What you need to do: Scan the entries for the word "index". Every line that has it should be copied.

Data to process:
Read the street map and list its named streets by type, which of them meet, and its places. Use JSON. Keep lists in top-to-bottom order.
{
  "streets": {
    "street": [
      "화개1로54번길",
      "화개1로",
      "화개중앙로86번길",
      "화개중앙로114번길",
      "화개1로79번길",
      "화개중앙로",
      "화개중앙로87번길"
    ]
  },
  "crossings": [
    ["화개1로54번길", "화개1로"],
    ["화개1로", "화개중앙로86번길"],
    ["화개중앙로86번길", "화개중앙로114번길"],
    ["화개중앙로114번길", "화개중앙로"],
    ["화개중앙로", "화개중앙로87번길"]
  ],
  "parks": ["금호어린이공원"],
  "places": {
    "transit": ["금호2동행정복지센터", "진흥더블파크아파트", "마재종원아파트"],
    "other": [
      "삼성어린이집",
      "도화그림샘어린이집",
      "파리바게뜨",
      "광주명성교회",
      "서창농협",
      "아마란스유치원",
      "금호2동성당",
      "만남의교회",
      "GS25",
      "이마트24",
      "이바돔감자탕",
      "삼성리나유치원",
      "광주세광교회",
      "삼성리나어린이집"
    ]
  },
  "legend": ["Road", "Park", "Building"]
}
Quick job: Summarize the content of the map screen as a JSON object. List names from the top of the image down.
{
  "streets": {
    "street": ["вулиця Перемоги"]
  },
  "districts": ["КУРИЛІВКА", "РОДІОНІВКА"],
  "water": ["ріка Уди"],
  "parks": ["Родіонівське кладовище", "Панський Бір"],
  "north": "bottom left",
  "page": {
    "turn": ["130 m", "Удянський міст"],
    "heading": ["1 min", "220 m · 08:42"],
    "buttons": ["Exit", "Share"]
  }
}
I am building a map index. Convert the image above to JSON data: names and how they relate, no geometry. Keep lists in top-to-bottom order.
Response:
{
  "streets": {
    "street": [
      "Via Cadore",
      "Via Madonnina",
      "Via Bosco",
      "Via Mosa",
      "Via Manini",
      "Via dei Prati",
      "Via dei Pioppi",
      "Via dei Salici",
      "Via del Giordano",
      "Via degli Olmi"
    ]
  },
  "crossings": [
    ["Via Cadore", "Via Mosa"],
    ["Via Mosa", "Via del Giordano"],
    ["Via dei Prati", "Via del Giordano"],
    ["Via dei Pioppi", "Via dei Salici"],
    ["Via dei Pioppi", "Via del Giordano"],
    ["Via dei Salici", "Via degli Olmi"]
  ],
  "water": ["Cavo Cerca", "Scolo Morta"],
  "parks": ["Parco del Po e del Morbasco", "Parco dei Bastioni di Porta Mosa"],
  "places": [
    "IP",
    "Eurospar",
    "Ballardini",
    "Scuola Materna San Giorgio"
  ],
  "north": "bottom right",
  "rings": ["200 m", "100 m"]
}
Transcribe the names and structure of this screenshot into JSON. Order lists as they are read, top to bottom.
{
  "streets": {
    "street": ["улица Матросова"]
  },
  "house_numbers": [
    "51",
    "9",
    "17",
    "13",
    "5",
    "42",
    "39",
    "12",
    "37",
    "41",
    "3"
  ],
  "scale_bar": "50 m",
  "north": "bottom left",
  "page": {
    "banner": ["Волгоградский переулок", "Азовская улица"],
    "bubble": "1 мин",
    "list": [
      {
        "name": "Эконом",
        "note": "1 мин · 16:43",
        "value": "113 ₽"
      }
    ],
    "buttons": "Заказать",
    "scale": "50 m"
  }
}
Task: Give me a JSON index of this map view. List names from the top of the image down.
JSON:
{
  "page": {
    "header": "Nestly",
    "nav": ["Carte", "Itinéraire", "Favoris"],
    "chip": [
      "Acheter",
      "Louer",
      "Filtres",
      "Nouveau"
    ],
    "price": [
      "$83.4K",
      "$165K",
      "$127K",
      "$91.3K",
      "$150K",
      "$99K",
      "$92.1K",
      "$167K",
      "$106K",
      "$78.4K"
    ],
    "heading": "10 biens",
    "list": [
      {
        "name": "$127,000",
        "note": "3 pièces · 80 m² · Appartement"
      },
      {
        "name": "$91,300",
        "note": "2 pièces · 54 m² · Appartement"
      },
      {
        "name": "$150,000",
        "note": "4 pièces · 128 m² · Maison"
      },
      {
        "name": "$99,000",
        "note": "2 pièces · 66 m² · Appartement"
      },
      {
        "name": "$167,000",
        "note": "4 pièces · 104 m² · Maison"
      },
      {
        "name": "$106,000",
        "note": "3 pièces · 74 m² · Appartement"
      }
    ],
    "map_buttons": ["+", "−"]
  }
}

Solution to the exercise:
I am building a map index. Convert the image above to JSON data: names and how they relate, no geometry. Keep lists in top-to-bottom order.
Task: Give me a JSON index of this map view. List names from the top of the image down.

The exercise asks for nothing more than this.